The jury “signaled” no such thing. Assuming that the jurors were following instructions, the verdict means that they were unanimously convinced beyond reasonable doubt that the accused penetrated a minor but were not convinced beyond reasonable doubt she had not consented. They could have all gone home saying “Yeah, seems way more likely than not that he forced her, but in a swearing contest it’s hard to be morally certain.” (Of course it’s also possible that the verdict was a compromise among conflicting jurors, which is against the rules but isn’t unknown.)

The more I think about this, the angrier I get. The victim, having been victimized once by the older boy and again by the criminal justice process, now suffers a gratuitous third victimization from the AP and the WaPo, which proclaim to the entire word, indelibly, that a jury found her to be a liar, when in fact it did not.

It seems implausible that there will be a retraction – not that it would do much good – and impossible that she can successfully sue for damages, since for this purpose she’s a “public figure” under the precedent in N.Y. Times v. Sullivan.. Why should reporters, editors, and publishers be allowed to negligently damage people by failing to do their job up to professional standards of competence, and escape scott-free?

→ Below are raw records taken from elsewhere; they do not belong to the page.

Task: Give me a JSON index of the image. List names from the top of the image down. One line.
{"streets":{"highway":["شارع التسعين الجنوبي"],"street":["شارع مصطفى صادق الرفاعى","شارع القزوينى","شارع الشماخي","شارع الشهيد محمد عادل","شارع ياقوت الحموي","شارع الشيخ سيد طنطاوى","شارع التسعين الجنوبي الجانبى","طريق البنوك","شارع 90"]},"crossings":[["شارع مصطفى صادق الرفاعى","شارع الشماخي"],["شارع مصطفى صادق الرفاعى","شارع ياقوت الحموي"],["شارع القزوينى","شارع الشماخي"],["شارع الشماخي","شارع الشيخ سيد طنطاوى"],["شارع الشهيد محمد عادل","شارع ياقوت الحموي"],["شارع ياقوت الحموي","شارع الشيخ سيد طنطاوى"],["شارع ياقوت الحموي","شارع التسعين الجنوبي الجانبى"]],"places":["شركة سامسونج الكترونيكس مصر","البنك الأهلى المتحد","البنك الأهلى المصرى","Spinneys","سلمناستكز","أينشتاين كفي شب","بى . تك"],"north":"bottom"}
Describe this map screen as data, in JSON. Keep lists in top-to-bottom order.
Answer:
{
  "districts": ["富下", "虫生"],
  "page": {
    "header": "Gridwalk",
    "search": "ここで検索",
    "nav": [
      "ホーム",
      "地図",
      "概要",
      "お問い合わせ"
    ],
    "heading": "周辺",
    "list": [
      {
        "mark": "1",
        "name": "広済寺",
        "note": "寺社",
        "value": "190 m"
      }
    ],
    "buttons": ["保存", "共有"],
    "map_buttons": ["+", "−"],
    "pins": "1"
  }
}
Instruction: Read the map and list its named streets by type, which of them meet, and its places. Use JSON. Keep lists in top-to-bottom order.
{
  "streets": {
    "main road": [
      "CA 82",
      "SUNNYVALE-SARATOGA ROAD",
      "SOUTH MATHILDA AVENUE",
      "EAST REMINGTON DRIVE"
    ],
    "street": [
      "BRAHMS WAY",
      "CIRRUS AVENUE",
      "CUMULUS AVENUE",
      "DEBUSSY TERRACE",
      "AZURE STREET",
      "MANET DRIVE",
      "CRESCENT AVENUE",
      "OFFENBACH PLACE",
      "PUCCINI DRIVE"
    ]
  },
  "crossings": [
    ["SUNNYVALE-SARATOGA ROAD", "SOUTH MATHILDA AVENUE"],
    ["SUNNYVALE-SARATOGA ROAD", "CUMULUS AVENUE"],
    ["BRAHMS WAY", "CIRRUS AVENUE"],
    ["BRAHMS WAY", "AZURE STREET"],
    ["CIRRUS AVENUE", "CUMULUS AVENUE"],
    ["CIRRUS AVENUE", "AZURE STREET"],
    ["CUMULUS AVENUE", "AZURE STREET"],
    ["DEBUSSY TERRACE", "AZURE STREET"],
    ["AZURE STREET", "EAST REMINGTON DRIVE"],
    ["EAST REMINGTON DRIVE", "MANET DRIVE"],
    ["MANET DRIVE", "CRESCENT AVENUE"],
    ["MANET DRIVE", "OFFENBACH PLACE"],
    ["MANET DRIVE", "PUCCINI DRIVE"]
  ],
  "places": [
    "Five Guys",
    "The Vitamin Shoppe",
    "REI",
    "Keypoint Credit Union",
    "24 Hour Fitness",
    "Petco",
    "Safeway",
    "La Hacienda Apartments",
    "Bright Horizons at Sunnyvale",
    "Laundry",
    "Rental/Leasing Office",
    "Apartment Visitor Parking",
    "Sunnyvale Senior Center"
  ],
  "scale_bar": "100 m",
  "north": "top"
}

Note that this isn’t a matter of opinion; what the story says about the meaning of a “not guilty” verdict is simply wrong.

Apparently the strongest evidence against the accused was his own post-incident boasting to his classmates. He and his lawyer had to claim at trial that the boy was bragging about molesting an underage girl but hadn’t actually done so. Who knows? It might even be true. But it isn’t hard to see how the jury could dismiss that claim as far-fetched while remaining in some doubt on the consent question.  

The whole thing – more carefully described in this New York Times story – makes me wonder just how far New Hampshire law allows an eighteen-year-old to go with a fifteen-year old. And, as always, I wonder what a just sentence would look like for what the defendant was convicted of doing, rather than for the even worse thing he may well have actually done.